Above is the full video of the press conference held by Fed Chairman Ben Bernanke held last week -- Thursday, September 13, 2012 -- as he announced yet another in a long line of "unprecedented levels of policy accommodation in recent years" (0:01:46).
In our previous post, entitled "Growing the economy, part one: Get off of a 'War Footing' with monetary policy," we argued that the Fed's unprecedented levels of accommodation over the past four years were inappropriate and in fact harmful. We also promised to discuss why the Fed continues to take this approach, and because the Fed really went "all-in" on that approach last week, it becomes even more important to understand what is behind their actions.

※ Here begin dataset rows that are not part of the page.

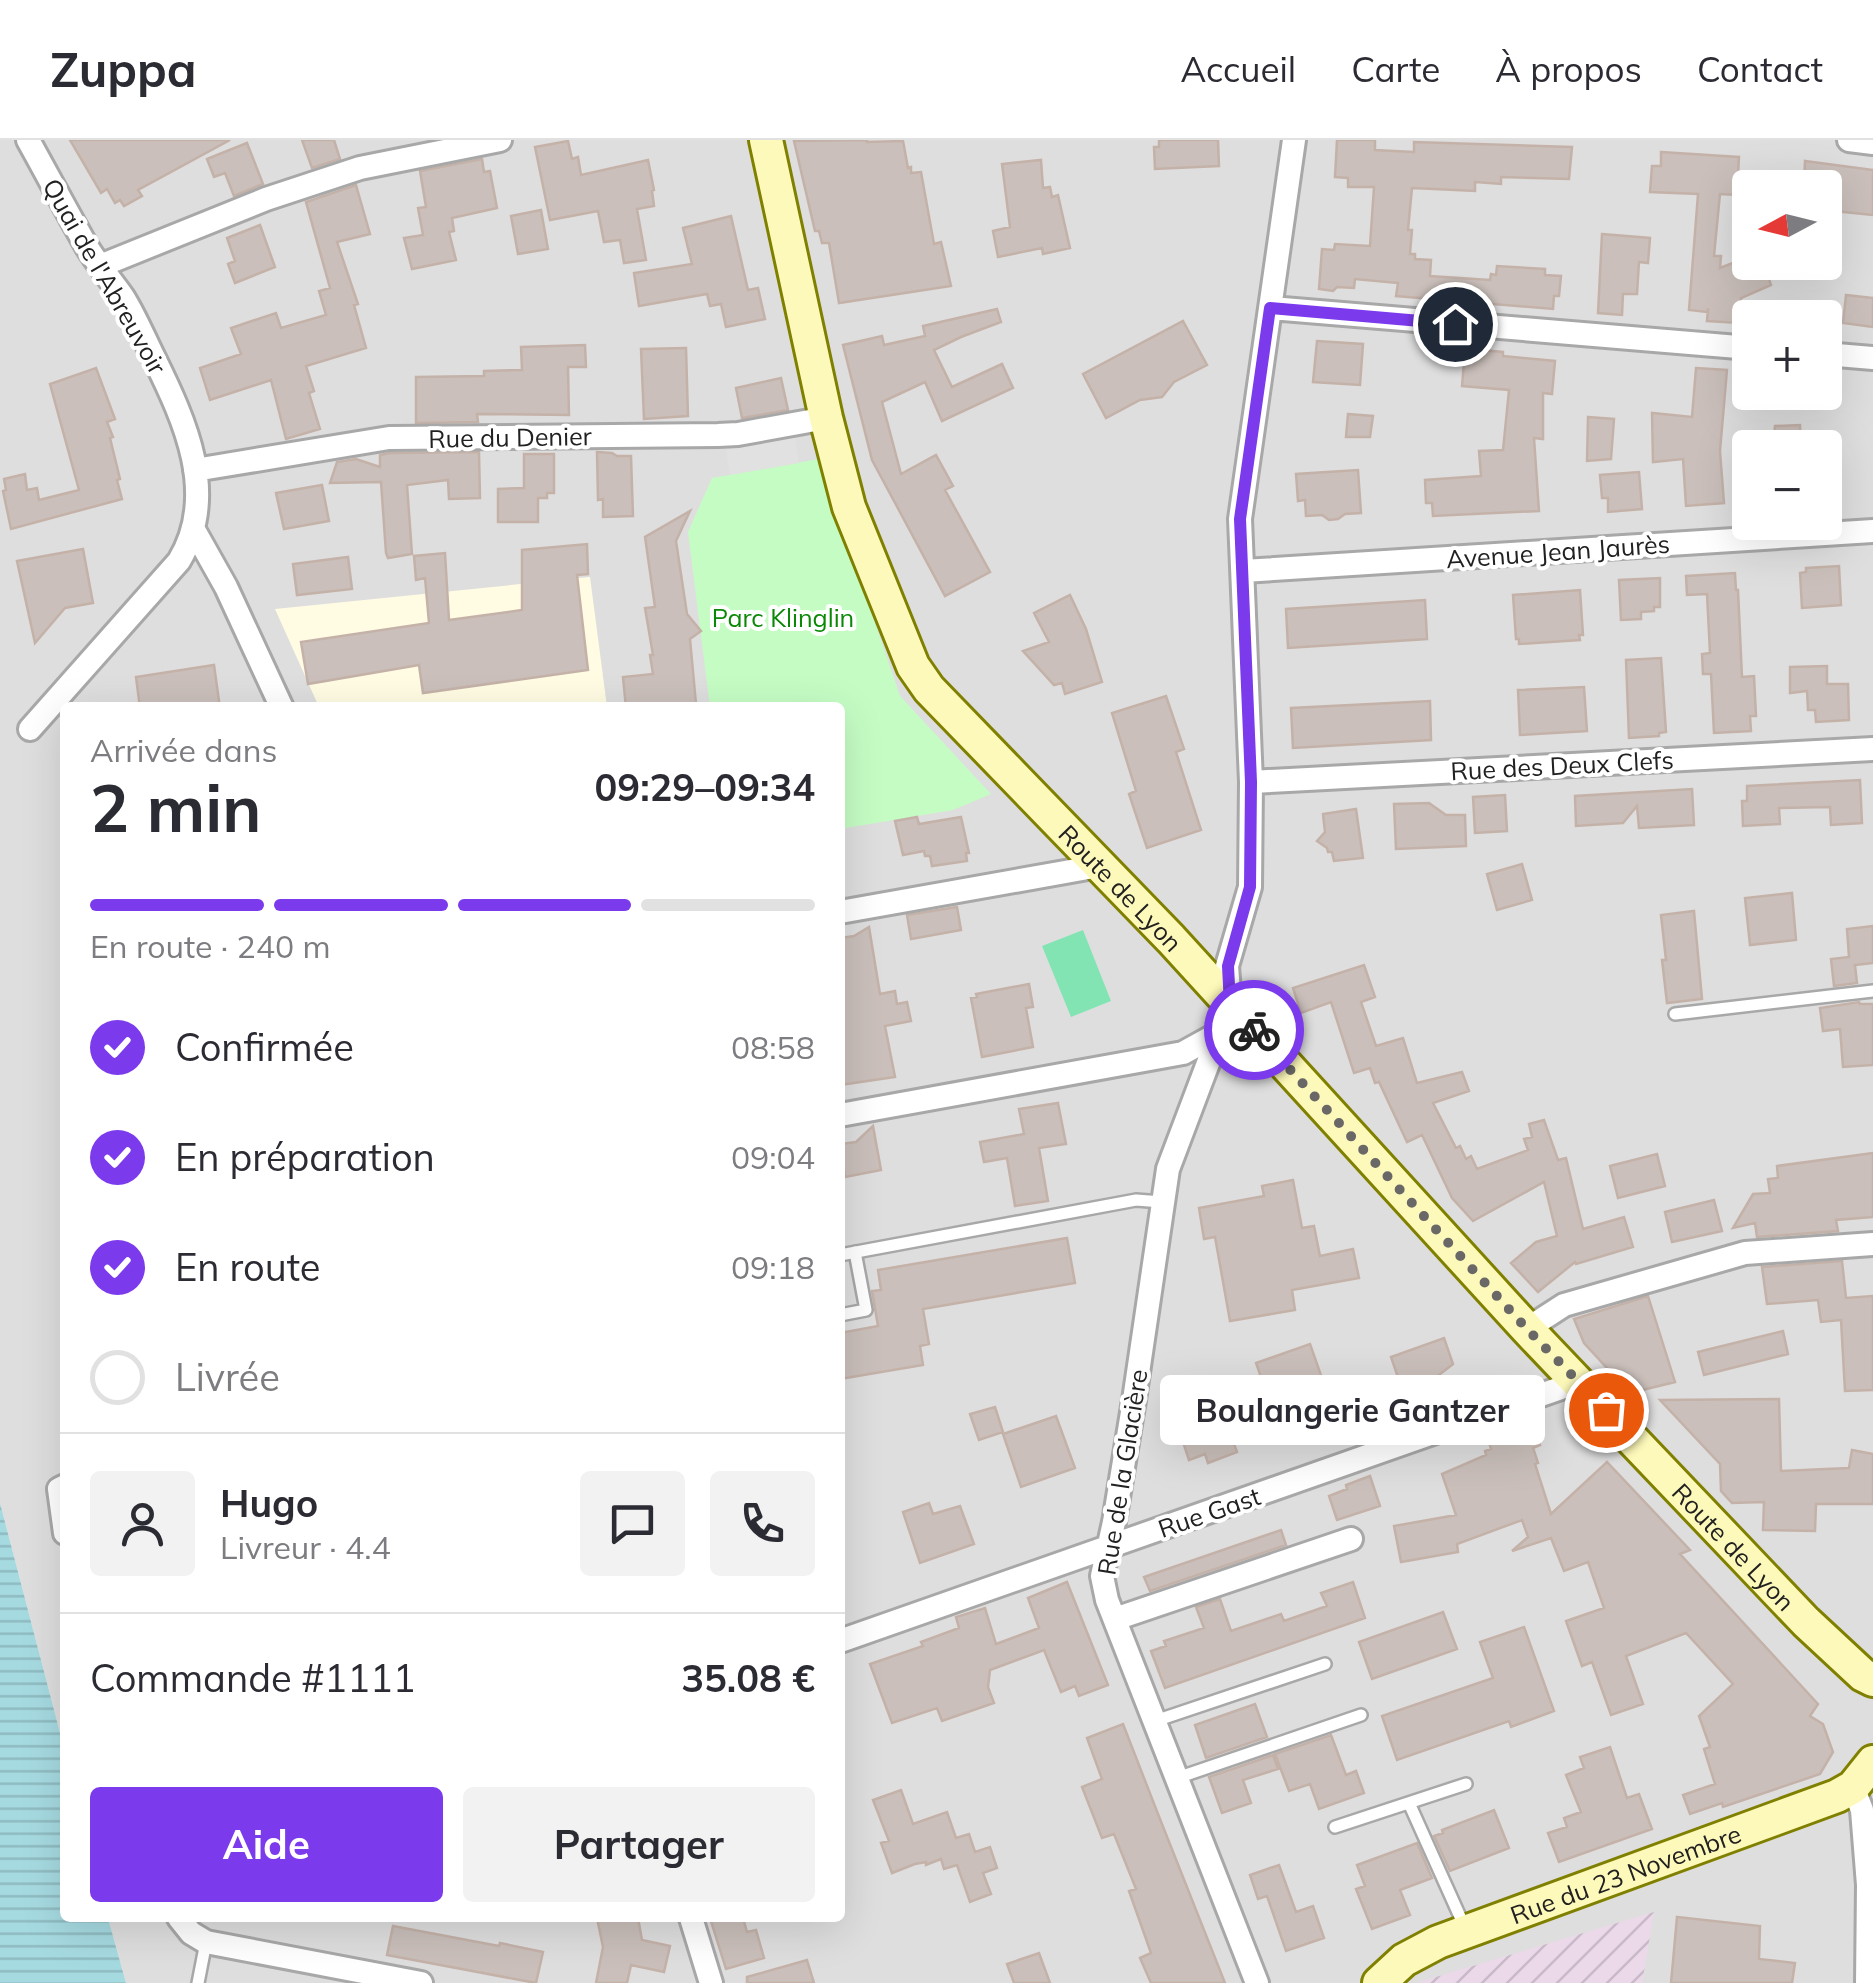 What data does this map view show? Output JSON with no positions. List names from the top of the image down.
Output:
{
  "streets": {
    "main road": ["Route de Lyon", "Rue du 23 Novembre"],
    "street": [
      "Quai de l'Abreuvoir",
      "Rue du Denier",
      "Avenue Jean Jaurès",
      "Rue des Deux Clefs",
      "Rue de la Glacière",
      "Rue Gast"
    ]
  },
  "crossings": [
    ["Quai de l'Abreuvoir", "Rue du Denier"],
    ["Rue du Denier", "Route de Lyon"],
    ["Route de Lyon", "Rue de la Glacière"],
    ["Route de Lyon", "Rue Gast"],
    ["Rue de la Glacière", "Rue Gast"]
  ],
  "parks": ["Parc Klinglin"],
  "places": ["Boulangerie Gantzer"],
  "north": "left",
  "page": {
    "header": "Zuppa",
    "nav": [
      "Accueil",
      "Carte",
      "À propos",
      "Contact"
    ],
    "map_buttons": ["+", "−"],
    "heading": ["2 min", "Arrivée dans", "09:29–09:34"],
    "panel": [
      "Hugo",
      "Livreur · 4.4",
      "Commande #1111",
      "35.08 €"
    ],
    "bar": "En route · 240 m",
    "list": [
      ["Confirmée", "08:58"],
      ["En préparation", "09:04"],
      ["En route", "09:18"],
      "Livrée"
    ],
    "bubble": "Boulangerie Gantzer",
    "buttons": ["Aide", "Partager"]
  }
}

As Mr. Bernanke explains in his opening remarks at the press conference in the video above, the Fed has in its job description something called the "dual mandate," which is to use monetary policy to ensure both price stability and maximum employment. With government measurements of unemployment still stubbornly above 8%, the Fed is compelled by this second part of their dual mandate to take additional steps to try to reduce unemployment.
In this regard, Mr. Bernanke and the Fed can hardly be criticized: their job description includes taking steps to ensure full employment, and unemployment remains at 8.1%, well above "maximum employment." Never mind the fact that their control over the tools of monetary policy gives them precious little in the form of tools that can actually create employment -- it is in their mandate, so they have to do something with the tools they have, as inappropriate as that may seem.

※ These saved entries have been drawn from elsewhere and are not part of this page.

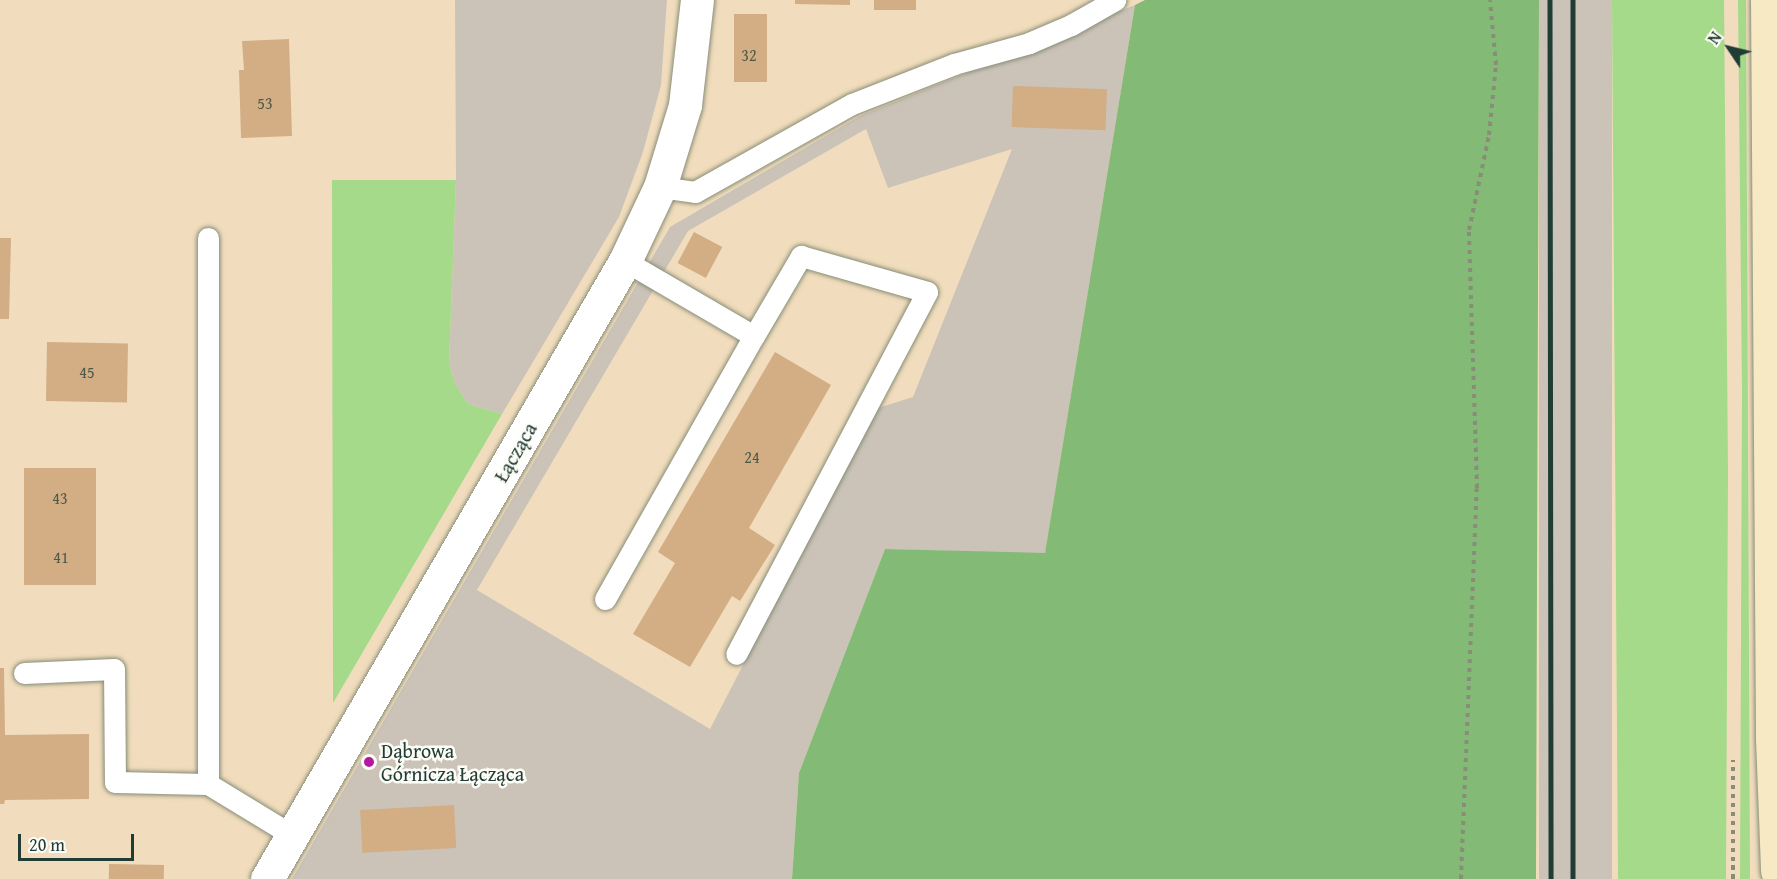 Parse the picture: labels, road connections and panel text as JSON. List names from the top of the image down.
{
  "streets": {
    "street": ["Łącząca"]
  },
  "places": ["Dąbrowa Górnicza Łącząca"],
  "house_numbers": [
    "32",
    "53",
    "45",
    "24",
    "43",
    "41"
  ],
  "scale_bar": "20 m",
  "north": "top left"
}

To fix that mandate, lawmakers should get rid of it, by amending the Federal Reserve Act (in fact, the dual mandate was only added by Congress to the Federal Reserve Act as recently as 1977). We have previously published our view that the dual mandate should be abolished (see this previous post, for example).
In his opening remarks, Mr. Bernanke makes reference to the fact that what is really needed in this situation are not monetary tools but rather fiscal tools, and we agree. All the monetary accommodation in the world will not induce businesses to hire and expand if misguided fiscal policy (set by policymakers in Congress, not the Fed) imposes enormous burdens to hiring and expanding, by increasing the costs of employee health insurance, increasing the regulatory burdens and penalties aimed at businesses, increasing government activity in areas that were previously addressed by private businesses, increasing the taxes on business activity or making the threat of increased taxes seem more likely, and increasing government's spending to the point that future taxes seem even more likely.

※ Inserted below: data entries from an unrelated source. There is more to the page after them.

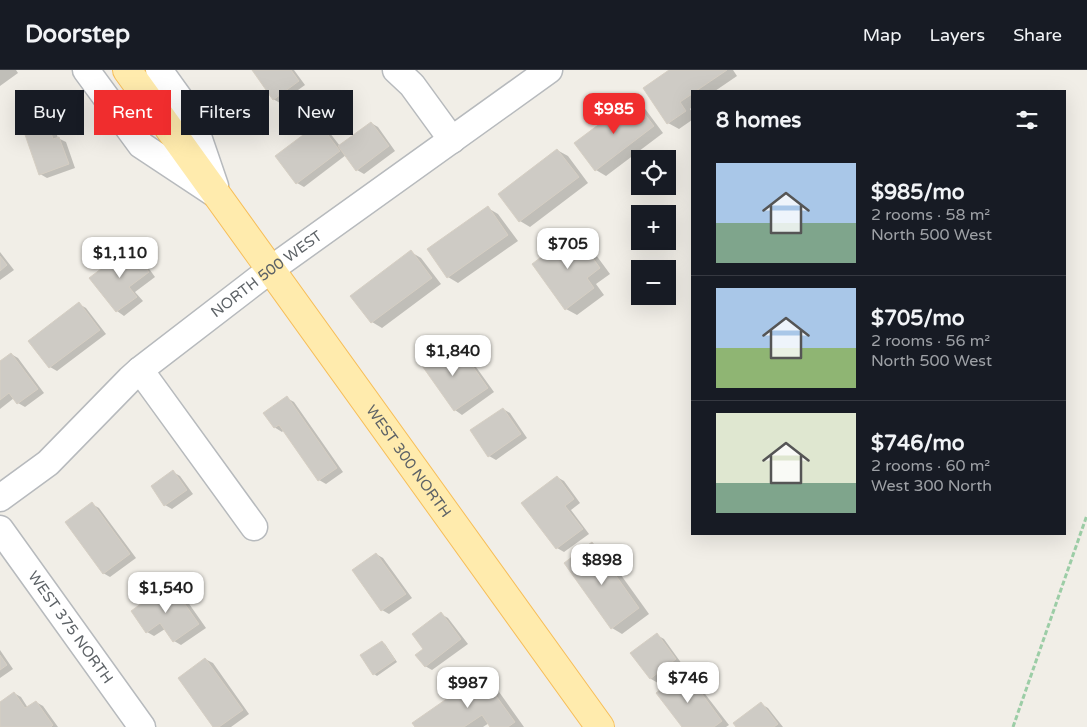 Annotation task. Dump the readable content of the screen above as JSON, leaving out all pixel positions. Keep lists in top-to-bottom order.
{
  "streets": {
    "main road": ["WEST 300 NORTH"],
    "street": ["NORTH 500 WEST", "WEST 375 NORTH"]
  },
  "crossings": [
    ["NORTH 500 WEST", "WEST 300 NORTH"]
  ],
  "page": {
    "header": "Doorstep",
    "nav": ["Map", "Layers", "Share"],
    "chip": [
      "Buy",
      "Rent",
      "Filters",
      "New"
    ],
    "heading": "8 homes",
    "price": [
      "$985",
      "$705",
      "$1,110",
      "$1,840",
      "$898",
      "$1,540",
      "$746",
      "$987"
    ],
    "map_buttons": ["+", "−"],
    "list": [
      {
        "name": "$985/mo",
        "note": "2 rooms · 58 m² · North 500 West"
      },
      {
        "name": "$705/mo",
        "note": "2 rooms · 56 m² · North 500 West"
      },
      {
        "name": "$746/mo",
        "note": "2 rooms · 60 m² · West 300 North"
      }
    ]
  }
}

Therefore, in order to unleash economic growth (and improve the employment picture at the same time), we need to fix the broken fiscal policy coming out of Washington lawmakers. As distinguished economist Dr. Walter Williams points out in his most recent syndicated column, fiscal policy (the power to tax and spend) is the responsibility of the Congress, not the responsibility of the Fed, and also not the responsibility of the President.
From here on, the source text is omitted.